I will warn you, this post may come across as somewhat of a rant. Ok, to be honest, it is entirely a rant. However, I am passionate about this subject, and hopefully you won’t skewer me for letting you know what I truly feel. This post is somewhat of a follow-up of my post last week about the recent law introduced in Michigan to give out free college tuition.
One of the biggest problems in our country today is the fact that so many people feel entitled. They may feel entitled to a bigger house, a brand new car, a vacation twice per year, a wife, a family, a good paying job, and a college education. I work with students every day who have one goal in mind: graduate from college. They will do whatever it takes to reach this goal. That might mean sacrificing 6 years of their life in pursuit of the degree, taking out more student loans than they could ever repay in a lifetime, or it could even mean endangering their health with binge drinking or lack of sleep while in college.
Some of the most financially unhealthy people I have ever met live on college campuses. The vast majority of these students have a lot of debt and ZERO income. Student loans are structured so students can borrow the funds they need to graduate with the intent that they can then get a job and begin to repay those loans. But what if that job does not happen? Or possibly even worse, what if reality slaps them in the face and they realize that a college degree does not guarantee a cushy office job with a corner window and a fat salary?
Every day I speak with parents and students who are struggling to make ends meet.
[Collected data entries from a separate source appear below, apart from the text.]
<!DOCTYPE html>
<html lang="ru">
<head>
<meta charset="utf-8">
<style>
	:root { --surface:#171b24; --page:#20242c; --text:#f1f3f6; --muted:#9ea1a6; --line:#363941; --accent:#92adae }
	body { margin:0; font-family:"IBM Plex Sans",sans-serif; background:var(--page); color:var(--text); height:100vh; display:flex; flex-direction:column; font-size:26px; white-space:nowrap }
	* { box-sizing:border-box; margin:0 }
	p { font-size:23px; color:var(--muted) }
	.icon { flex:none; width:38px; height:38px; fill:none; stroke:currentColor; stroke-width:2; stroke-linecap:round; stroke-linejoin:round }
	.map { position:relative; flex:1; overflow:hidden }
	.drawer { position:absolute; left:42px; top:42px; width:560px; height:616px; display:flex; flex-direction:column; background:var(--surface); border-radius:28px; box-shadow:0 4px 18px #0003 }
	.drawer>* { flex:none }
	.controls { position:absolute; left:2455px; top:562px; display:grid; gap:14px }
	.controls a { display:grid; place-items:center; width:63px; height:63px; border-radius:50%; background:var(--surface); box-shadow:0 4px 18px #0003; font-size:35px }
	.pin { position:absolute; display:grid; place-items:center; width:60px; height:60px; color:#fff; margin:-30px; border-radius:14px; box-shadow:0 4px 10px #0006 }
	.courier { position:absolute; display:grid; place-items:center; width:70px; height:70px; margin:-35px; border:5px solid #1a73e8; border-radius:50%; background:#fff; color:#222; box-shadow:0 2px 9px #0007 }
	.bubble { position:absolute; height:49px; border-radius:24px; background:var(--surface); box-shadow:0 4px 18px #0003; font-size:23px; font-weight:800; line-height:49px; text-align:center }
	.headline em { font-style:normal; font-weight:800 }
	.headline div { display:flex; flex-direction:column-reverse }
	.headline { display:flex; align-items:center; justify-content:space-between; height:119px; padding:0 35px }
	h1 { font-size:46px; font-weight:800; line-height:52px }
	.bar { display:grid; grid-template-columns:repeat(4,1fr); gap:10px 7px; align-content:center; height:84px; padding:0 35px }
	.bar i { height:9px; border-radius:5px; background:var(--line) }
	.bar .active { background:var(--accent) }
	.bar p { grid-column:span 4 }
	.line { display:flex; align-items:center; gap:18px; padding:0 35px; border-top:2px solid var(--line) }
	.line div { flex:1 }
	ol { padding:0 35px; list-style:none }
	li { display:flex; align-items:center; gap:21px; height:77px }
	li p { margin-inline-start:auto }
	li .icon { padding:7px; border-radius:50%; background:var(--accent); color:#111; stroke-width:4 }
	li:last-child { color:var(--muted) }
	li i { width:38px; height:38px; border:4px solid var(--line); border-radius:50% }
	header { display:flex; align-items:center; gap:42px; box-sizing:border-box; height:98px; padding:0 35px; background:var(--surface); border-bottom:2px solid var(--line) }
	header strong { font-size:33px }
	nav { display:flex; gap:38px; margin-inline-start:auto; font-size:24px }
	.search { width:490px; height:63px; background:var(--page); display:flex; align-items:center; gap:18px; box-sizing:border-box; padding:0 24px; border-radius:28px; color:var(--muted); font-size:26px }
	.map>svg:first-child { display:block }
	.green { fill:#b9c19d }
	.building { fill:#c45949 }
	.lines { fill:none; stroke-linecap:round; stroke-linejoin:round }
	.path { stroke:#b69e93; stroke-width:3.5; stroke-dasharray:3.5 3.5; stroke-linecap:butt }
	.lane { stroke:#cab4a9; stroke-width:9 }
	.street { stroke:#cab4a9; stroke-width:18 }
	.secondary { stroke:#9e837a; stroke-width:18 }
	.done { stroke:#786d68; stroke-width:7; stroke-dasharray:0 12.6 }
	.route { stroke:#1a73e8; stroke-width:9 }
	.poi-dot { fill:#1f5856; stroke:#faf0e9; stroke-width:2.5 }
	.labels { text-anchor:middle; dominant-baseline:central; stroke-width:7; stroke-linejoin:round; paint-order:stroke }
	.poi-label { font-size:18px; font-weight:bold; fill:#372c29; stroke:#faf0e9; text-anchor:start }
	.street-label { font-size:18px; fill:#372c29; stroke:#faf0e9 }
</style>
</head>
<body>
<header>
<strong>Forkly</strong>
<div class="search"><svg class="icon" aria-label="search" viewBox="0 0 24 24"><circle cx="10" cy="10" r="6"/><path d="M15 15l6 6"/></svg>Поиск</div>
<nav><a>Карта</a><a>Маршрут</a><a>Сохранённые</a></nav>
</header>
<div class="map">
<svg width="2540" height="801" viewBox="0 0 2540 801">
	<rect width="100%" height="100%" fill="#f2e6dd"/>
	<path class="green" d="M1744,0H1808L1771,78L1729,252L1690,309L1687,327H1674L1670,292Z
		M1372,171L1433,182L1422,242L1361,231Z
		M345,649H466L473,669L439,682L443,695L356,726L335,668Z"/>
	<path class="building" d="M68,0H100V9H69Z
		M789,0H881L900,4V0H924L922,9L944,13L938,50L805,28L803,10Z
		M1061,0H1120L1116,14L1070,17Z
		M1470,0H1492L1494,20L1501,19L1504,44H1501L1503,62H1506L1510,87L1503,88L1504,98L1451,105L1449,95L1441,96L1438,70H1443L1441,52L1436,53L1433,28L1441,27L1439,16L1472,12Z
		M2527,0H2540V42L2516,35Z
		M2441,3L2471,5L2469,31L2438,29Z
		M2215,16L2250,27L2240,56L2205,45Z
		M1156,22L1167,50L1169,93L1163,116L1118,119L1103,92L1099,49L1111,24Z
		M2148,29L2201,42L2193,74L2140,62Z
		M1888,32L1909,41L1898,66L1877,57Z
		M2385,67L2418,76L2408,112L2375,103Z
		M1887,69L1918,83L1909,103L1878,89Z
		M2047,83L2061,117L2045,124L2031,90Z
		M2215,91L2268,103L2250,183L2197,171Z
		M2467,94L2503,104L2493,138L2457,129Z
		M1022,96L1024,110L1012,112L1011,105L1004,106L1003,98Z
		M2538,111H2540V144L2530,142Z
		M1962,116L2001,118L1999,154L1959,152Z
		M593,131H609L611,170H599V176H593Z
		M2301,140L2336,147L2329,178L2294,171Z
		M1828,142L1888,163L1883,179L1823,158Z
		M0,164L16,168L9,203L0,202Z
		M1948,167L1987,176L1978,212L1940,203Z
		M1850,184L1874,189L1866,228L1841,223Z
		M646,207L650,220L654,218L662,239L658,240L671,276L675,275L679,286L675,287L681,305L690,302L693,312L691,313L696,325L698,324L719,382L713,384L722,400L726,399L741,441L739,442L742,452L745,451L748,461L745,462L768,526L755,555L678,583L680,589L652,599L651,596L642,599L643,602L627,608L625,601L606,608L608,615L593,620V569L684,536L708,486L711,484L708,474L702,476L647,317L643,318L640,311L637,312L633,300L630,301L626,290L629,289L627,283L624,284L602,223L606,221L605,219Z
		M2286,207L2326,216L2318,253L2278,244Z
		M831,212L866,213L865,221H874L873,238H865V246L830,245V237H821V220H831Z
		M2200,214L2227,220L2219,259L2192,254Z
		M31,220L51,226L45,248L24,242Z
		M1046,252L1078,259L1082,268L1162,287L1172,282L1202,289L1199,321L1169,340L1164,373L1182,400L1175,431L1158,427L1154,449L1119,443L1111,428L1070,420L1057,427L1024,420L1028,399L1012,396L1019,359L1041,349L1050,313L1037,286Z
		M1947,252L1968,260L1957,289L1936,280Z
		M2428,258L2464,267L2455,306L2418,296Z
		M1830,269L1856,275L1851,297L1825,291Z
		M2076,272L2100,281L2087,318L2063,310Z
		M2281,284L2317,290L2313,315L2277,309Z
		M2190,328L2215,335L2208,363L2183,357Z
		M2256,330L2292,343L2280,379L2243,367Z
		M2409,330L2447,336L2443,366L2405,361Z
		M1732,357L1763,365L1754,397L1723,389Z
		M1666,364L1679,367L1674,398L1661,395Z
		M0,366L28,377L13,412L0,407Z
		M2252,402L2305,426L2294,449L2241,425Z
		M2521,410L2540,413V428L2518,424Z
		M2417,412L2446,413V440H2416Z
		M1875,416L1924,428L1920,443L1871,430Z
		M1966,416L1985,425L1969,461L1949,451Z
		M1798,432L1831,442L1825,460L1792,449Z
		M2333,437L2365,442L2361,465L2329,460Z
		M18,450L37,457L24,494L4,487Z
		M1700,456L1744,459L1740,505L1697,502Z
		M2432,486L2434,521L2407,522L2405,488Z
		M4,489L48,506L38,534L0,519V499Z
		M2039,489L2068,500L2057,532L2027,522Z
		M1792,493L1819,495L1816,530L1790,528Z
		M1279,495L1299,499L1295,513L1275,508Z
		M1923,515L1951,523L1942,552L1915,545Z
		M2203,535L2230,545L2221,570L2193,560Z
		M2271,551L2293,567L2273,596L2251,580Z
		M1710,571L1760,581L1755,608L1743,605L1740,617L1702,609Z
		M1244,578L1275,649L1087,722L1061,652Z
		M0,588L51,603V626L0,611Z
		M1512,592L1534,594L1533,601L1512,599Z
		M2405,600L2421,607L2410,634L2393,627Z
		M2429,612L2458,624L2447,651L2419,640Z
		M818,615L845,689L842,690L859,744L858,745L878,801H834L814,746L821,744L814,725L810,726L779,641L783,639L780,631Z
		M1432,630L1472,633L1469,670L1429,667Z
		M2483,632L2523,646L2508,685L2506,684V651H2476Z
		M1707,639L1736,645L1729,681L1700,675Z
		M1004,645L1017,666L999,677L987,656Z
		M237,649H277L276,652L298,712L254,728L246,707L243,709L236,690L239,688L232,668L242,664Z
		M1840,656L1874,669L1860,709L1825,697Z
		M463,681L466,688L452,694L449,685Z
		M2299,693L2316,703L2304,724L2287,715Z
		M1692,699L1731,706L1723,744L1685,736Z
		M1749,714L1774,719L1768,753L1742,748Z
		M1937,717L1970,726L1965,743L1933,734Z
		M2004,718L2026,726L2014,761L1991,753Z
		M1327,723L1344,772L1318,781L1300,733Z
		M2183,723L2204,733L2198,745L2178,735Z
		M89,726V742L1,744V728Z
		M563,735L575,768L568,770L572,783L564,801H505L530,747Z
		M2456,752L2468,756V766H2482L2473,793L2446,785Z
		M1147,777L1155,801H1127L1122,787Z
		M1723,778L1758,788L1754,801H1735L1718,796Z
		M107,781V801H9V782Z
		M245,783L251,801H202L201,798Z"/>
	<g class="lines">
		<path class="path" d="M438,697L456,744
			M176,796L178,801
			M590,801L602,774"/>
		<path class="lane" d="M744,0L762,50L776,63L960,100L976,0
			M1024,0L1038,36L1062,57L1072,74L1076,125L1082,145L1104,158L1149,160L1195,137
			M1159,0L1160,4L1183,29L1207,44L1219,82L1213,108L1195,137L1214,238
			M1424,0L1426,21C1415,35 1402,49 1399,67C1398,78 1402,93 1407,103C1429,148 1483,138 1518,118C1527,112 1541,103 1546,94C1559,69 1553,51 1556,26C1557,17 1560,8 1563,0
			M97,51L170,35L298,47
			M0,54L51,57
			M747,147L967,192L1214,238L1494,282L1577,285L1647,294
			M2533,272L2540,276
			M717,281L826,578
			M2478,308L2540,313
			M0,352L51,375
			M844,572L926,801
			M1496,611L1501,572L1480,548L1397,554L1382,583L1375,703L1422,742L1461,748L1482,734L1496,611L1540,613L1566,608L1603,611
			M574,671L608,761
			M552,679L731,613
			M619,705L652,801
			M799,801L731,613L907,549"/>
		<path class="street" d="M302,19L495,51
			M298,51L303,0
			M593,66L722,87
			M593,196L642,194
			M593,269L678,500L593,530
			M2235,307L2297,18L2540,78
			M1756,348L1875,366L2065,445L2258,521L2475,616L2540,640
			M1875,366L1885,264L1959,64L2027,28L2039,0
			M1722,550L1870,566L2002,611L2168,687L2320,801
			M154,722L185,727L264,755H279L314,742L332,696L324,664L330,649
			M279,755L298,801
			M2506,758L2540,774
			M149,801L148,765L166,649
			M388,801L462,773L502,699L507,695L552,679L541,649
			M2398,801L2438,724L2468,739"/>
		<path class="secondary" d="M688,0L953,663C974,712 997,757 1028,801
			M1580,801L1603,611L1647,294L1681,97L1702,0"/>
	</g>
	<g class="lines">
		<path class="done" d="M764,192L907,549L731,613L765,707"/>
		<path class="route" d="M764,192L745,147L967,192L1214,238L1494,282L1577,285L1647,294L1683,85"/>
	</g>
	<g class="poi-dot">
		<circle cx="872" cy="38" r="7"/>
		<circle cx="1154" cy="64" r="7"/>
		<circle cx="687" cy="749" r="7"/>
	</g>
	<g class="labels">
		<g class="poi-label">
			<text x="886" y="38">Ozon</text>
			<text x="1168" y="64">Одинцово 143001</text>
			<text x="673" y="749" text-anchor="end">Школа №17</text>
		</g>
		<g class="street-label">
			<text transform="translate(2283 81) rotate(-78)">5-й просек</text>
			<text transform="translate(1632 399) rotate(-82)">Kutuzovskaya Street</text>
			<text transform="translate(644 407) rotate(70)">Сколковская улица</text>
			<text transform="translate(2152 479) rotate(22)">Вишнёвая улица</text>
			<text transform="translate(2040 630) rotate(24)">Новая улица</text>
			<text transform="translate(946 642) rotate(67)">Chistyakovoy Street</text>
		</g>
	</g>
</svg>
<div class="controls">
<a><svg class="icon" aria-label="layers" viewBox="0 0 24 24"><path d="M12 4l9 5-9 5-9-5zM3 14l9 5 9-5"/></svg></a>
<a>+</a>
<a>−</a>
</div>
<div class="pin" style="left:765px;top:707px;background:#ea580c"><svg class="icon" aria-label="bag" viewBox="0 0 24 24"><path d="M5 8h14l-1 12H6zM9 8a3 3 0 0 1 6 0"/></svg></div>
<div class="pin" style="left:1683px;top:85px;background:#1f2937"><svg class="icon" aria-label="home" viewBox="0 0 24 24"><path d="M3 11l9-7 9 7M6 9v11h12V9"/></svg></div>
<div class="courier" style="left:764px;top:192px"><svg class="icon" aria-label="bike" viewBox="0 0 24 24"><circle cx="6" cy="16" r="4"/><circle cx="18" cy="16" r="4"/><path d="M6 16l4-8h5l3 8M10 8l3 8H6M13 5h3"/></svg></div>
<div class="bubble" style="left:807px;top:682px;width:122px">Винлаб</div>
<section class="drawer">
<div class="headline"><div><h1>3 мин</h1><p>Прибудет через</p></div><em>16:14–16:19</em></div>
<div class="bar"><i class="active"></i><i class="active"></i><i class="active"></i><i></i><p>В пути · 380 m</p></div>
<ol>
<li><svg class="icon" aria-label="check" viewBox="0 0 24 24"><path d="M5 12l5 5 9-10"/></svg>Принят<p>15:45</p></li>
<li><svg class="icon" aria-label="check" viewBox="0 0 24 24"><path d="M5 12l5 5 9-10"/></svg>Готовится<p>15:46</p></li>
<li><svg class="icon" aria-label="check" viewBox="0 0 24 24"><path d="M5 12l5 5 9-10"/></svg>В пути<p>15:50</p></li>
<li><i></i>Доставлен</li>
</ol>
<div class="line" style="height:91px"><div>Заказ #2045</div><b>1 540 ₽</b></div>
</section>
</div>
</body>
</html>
This may be because the parents lost their job and can no longer pay for their child’s education, because the student’s GPA slipped and they lost an important scholarship, or it might be because a graduate student lost the funding for his graduate assistantship and now his tuition has skyrocketed. All of these situations can be heartbreaking, but in the end my question continues to be: should you go to college if you cannot afford it?
There are many people in both sides of the “go to college at all costs” camps. Some agree, and some reject that train of thought. Whatever stance you take, I don’t think you can deny the fact that many students are obtaining their college degrees only AFTER they have put either themselves or their parents in a precarious financial state. Is it worth it?